START Given information
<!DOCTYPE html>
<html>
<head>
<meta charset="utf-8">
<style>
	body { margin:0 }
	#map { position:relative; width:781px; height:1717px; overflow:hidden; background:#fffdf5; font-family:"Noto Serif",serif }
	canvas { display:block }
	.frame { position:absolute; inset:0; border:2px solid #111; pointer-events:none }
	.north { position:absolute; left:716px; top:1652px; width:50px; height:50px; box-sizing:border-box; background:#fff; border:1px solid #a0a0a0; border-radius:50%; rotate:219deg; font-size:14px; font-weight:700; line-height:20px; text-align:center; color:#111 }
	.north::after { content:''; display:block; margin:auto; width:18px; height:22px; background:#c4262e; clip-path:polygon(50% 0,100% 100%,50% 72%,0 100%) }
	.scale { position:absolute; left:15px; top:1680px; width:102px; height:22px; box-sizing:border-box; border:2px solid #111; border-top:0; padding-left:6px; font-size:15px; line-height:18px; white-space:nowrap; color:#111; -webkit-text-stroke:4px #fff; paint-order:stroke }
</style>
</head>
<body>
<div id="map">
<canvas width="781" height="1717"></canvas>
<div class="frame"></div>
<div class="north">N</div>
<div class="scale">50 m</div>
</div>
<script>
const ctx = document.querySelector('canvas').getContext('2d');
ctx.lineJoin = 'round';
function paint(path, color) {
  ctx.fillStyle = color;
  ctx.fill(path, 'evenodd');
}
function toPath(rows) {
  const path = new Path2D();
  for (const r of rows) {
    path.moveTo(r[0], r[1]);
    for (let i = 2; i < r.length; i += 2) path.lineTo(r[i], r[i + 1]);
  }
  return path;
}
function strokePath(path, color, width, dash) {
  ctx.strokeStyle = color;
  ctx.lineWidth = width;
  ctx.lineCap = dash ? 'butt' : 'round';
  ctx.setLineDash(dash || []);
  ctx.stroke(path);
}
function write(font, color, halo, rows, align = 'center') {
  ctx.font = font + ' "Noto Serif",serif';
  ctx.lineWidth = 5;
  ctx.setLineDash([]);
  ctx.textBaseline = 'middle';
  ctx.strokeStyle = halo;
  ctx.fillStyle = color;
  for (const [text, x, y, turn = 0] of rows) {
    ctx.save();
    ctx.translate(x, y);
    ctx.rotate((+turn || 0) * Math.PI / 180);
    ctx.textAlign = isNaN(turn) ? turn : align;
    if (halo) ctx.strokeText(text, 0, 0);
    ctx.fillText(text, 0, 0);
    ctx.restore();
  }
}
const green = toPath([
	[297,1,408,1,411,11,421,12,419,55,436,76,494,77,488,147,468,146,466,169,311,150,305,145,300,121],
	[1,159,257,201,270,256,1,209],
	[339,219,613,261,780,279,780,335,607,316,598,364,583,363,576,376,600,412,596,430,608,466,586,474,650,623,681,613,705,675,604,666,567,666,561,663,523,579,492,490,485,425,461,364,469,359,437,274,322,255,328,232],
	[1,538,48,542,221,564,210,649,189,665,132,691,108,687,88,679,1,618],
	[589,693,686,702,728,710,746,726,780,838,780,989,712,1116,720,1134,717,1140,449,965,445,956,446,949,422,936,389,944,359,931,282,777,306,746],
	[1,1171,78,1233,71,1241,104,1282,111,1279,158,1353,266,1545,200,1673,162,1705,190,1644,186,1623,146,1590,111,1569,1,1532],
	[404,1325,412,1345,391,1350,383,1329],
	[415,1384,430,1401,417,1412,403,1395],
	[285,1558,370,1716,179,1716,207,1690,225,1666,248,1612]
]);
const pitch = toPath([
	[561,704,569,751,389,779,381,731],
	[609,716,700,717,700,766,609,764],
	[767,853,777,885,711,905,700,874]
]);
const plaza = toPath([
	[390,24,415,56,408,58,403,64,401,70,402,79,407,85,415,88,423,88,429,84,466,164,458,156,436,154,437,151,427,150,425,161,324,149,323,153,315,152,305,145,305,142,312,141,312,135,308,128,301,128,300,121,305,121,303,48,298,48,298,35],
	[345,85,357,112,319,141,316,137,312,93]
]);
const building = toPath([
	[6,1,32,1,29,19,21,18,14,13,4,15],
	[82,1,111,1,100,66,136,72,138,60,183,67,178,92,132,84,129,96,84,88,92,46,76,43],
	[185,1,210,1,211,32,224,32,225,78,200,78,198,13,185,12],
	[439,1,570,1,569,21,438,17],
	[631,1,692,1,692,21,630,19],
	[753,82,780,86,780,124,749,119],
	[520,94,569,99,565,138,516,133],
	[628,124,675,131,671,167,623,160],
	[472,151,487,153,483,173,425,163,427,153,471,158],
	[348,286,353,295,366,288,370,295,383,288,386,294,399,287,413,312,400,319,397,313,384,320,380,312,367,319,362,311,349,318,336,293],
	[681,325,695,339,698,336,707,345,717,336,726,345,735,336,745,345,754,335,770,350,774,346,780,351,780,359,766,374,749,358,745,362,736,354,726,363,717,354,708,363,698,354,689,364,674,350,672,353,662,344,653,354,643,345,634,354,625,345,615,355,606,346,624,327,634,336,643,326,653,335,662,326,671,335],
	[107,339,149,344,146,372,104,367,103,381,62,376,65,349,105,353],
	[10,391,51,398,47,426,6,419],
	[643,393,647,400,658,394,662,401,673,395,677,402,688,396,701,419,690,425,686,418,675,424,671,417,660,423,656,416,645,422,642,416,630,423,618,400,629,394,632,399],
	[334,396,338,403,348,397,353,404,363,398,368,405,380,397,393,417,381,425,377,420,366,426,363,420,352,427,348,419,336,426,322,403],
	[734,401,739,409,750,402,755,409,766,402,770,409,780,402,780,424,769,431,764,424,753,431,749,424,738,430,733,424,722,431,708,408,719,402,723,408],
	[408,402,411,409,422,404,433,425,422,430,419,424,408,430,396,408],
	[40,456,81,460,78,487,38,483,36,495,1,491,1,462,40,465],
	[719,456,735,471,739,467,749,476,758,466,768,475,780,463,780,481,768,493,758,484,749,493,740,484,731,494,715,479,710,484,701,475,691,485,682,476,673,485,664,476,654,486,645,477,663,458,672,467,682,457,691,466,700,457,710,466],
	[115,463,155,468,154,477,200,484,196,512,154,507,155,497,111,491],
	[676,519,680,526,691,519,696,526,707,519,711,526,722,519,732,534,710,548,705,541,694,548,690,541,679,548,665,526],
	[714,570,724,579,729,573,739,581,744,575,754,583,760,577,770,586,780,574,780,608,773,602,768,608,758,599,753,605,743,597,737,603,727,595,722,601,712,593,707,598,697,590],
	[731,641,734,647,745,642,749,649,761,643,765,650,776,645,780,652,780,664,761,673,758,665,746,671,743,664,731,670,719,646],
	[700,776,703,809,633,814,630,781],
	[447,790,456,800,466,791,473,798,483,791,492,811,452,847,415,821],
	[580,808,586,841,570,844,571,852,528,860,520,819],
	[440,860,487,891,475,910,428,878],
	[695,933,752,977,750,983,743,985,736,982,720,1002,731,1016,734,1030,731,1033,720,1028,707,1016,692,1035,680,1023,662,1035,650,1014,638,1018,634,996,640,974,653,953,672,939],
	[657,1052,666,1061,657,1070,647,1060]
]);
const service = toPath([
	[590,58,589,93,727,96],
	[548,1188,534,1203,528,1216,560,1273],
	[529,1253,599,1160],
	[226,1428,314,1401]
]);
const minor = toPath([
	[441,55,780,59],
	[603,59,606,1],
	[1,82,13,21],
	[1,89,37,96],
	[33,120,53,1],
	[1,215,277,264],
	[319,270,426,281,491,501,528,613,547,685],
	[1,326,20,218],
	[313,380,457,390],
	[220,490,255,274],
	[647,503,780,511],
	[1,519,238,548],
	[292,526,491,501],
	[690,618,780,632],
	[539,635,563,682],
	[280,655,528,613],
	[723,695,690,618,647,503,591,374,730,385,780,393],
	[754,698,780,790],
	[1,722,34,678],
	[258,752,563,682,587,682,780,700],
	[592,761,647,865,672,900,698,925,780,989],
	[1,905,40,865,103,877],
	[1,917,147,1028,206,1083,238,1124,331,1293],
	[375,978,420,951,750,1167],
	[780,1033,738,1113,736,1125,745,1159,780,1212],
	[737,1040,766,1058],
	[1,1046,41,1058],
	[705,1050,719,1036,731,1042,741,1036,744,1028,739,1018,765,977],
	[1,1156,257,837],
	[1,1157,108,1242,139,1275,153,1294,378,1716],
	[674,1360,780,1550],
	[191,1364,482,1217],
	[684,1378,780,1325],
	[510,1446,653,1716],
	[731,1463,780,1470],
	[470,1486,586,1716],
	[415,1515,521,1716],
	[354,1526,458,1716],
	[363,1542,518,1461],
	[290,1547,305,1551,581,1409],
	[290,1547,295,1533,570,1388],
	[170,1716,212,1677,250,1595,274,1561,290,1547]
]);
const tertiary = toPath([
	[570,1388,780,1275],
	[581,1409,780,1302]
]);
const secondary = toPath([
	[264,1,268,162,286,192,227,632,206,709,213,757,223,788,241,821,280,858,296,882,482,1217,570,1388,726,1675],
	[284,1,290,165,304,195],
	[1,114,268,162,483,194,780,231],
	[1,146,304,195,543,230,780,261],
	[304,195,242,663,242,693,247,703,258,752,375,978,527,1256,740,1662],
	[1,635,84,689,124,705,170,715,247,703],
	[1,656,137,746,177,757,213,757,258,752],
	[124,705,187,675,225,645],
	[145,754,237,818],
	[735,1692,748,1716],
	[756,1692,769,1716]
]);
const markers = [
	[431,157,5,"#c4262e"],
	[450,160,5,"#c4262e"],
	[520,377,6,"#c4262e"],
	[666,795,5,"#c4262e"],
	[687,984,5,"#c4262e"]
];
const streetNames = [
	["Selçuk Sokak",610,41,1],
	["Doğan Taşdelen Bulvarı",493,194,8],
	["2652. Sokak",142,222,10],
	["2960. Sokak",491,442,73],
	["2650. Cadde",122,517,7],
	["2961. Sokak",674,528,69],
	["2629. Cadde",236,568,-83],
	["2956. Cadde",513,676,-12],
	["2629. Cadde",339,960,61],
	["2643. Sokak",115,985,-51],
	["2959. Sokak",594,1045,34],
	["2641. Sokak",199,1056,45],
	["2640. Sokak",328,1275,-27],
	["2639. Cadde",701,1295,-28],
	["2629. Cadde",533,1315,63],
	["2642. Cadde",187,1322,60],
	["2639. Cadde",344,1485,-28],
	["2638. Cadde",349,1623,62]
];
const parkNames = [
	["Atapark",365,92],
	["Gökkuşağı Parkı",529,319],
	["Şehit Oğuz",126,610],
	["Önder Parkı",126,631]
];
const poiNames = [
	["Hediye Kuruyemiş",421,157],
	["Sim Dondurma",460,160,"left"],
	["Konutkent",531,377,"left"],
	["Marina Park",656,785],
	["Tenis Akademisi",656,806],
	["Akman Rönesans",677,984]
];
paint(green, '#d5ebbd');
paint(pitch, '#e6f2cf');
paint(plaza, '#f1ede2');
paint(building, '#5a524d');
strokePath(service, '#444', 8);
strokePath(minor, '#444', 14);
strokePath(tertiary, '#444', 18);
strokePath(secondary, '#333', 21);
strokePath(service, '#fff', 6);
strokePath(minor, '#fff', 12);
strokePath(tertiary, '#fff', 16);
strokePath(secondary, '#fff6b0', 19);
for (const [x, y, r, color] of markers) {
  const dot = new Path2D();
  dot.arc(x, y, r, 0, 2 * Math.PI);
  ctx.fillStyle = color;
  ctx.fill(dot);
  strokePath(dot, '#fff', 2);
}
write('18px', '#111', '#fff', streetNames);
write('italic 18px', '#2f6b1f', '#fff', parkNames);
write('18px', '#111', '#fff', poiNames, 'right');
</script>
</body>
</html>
END Given information
| Your assignment |
Take each line of the material that contains the word "setLineDash" and list it.

| Task answer |
  ctx.setLineDash(dash || []);
  ctx.setLineDash([]);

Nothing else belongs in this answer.